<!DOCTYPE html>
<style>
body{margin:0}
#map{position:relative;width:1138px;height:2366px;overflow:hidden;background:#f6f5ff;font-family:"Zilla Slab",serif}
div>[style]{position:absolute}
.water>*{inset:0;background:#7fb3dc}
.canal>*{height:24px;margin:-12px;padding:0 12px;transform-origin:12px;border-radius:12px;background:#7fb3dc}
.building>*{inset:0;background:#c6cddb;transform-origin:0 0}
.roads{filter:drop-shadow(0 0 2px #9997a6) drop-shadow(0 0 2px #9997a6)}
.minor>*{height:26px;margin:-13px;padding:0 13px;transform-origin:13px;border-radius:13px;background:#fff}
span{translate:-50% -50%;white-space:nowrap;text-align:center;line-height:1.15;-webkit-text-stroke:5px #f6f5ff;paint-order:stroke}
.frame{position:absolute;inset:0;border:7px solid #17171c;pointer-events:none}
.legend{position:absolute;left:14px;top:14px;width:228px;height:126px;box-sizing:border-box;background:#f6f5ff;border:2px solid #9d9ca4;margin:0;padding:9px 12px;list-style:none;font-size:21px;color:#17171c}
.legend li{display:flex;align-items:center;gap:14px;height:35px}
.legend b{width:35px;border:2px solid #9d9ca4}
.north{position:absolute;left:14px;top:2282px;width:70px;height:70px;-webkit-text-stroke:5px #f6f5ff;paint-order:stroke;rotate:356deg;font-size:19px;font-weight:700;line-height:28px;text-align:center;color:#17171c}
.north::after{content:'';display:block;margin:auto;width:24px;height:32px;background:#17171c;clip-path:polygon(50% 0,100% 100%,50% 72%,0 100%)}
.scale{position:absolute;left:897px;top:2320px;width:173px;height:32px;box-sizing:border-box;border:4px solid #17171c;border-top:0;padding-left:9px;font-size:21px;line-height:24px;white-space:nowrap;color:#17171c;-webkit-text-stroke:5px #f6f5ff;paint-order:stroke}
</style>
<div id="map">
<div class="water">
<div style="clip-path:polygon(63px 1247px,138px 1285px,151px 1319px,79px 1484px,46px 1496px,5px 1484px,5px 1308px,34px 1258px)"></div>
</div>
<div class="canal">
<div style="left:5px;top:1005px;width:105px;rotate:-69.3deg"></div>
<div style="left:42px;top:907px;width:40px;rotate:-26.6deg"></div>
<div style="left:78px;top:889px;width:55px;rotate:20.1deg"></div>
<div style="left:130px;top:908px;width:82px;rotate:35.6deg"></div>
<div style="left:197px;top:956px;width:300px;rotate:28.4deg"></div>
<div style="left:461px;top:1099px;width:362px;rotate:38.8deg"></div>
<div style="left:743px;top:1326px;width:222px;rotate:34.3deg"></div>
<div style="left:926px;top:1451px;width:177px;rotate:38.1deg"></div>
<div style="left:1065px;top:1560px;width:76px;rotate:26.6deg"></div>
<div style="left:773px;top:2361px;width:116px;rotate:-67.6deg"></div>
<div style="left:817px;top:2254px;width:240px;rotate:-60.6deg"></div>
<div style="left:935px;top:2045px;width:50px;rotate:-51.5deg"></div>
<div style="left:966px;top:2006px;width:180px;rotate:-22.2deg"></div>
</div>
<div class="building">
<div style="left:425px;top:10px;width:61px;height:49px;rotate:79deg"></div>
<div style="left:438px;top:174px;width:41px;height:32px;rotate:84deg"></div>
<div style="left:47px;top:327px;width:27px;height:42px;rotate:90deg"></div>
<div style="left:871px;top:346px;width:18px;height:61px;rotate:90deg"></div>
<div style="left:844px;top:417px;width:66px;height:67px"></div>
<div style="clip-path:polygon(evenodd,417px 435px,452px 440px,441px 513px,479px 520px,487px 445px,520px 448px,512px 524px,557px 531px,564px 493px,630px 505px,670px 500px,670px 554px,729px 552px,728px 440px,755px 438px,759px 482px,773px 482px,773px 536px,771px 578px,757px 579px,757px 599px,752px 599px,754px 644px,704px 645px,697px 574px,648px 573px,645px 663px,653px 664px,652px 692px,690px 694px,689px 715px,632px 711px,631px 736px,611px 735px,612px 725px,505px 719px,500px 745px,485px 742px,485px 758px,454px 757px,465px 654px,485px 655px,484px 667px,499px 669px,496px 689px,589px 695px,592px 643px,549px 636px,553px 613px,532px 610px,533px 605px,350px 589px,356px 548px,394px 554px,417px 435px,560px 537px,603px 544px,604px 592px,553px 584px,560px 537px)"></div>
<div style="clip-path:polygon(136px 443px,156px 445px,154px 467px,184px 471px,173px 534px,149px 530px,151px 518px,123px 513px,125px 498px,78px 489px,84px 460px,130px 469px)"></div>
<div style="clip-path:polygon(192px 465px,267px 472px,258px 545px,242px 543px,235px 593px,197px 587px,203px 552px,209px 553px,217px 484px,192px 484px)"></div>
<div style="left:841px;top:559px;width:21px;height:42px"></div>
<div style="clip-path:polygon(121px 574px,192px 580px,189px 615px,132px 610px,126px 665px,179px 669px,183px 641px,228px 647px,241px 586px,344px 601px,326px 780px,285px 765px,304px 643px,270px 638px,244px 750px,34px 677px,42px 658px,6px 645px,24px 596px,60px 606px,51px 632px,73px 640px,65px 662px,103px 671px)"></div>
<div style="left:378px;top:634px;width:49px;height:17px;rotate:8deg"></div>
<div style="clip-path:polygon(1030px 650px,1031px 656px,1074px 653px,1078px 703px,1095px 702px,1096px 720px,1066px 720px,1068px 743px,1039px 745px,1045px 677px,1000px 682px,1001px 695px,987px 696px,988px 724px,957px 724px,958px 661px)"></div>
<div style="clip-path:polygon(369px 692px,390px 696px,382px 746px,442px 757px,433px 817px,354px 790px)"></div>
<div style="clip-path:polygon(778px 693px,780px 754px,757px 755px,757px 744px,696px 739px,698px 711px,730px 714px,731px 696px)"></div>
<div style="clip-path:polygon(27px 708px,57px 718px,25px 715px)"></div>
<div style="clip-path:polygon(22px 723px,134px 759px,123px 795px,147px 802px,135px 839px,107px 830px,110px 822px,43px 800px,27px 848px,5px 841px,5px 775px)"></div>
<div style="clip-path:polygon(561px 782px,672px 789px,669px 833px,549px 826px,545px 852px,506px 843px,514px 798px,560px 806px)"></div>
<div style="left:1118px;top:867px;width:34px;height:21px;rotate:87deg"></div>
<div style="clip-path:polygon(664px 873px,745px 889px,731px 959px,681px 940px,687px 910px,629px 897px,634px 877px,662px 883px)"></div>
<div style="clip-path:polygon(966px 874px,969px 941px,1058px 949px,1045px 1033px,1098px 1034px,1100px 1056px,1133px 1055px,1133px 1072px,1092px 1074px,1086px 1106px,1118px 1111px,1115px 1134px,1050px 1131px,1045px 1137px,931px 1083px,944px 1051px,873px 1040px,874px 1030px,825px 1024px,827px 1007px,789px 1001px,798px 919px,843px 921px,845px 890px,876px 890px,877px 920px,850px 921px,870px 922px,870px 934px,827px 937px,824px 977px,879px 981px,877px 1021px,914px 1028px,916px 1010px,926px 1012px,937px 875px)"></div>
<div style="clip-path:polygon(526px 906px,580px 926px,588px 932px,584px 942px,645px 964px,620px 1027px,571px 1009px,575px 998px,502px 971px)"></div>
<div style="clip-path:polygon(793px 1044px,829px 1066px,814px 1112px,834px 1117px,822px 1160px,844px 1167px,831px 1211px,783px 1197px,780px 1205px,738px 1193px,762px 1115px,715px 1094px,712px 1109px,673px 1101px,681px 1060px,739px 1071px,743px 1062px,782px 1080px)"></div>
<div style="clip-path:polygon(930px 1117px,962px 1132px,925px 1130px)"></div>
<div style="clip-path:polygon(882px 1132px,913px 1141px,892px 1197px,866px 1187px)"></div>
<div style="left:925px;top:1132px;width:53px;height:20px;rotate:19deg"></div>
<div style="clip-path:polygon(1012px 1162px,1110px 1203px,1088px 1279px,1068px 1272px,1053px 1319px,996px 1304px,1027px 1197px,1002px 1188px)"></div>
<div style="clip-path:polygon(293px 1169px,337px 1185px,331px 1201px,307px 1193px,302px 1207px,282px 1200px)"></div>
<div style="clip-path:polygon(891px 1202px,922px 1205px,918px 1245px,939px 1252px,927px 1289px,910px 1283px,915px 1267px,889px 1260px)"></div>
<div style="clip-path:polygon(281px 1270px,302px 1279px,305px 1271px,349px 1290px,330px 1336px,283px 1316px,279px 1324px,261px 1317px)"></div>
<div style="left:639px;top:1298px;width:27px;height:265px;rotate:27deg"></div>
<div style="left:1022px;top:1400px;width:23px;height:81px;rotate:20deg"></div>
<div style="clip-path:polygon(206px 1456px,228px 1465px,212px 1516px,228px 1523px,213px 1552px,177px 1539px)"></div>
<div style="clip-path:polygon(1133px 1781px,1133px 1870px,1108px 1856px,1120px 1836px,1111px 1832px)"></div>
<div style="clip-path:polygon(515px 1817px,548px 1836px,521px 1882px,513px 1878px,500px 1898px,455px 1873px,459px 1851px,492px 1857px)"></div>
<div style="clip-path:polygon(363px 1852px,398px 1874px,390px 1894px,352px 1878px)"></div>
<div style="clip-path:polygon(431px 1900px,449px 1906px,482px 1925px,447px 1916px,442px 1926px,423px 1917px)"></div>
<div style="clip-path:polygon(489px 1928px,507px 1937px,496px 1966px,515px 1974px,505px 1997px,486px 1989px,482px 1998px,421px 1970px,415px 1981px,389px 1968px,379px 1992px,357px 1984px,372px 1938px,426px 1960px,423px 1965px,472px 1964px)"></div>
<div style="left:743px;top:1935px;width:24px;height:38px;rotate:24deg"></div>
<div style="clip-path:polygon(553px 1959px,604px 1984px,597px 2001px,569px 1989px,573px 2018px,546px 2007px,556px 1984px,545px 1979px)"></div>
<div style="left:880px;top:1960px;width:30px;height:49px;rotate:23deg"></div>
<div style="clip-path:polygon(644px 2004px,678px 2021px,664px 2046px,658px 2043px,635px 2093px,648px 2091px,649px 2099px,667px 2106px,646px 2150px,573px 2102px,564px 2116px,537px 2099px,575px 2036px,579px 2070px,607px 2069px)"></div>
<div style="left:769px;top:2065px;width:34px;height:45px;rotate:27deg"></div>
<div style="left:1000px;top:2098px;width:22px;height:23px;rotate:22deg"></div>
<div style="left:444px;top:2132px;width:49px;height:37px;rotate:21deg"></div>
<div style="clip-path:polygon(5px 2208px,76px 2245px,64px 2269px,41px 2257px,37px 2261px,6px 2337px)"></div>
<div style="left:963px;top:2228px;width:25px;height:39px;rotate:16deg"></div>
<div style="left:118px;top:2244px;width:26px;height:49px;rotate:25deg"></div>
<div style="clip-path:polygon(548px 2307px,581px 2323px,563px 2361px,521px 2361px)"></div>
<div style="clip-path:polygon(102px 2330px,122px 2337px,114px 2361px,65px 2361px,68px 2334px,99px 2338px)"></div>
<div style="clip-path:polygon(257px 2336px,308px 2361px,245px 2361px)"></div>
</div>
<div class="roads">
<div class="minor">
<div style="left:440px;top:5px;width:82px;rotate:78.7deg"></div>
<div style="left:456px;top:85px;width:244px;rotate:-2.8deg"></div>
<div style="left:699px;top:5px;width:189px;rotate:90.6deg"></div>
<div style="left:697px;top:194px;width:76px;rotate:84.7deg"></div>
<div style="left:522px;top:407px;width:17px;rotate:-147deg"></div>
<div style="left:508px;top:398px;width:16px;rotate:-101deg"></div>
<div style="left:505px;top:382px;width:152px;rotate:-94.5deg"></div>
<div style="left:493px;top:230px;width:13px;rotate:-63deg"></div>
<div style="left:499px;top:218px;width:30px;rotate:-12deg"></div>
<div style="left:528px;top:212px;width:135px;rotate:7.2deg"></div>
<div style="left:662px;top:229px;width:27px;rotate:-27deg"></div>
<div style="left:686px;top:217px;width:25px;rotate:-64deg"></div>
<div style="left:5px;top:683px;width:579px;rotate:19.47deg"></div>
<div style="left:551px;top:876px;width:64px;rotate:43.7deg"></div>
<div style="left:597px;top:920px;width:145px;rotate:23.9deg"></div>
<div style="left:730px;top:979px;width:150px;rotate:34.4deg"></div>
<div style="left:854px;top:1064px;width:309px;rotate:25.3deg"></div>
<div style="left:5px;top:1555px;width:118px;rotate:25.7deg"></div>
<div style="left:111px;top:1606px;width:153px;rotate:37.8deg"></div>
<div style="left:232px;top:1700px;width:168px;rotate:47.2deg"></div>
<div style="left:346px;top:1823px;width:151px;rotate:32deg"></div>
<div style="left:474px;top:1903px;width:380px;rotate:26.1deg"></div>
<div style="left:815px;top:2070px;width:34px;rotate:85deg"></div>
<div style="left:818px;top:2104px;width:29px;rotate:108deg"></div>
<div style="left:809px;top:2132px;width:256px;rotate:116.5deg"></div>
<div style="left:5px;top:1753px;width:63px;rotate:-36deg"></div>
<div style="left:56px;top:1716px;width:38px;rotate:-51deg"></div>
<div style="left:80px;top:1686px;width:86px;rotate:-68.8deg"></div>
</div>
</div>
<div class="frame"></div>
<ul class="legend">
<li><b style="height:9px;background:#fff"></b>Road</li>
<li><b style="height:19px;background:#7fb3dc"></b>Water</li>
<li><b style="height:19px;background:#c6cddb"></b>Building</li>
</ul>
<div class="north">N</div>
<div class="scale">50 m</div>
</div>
──────────
→ **What needs to be done**:
Type out again, exactly as written, the lines from the beginning of the material through the one containing "2px #9997a6) drop-shadow(0".

→ **Answer below**:
<!DOCTYPE html>
<style>
body{margin:0}
#map{position:relative;width:1138px;height:2366px;overflow:hidden;background:#f6f5ff;font-family:"Zilla Slab",serif}
div>[style]{position:absolute}
.water>*{inset:0;background:#7fb3dc}
.canal>*{height:24px;margin:-12px;padding:0 12px;transform-origin:12px;border-radius:12px;background:#7fb3dc}
.building>*{inset:0;background:#c6cddb;transform-origin:0 0}
.roads{filter:drop-shadow(0 0 2px #9997a6) drop-shadow(0 0 2px #9997a6)}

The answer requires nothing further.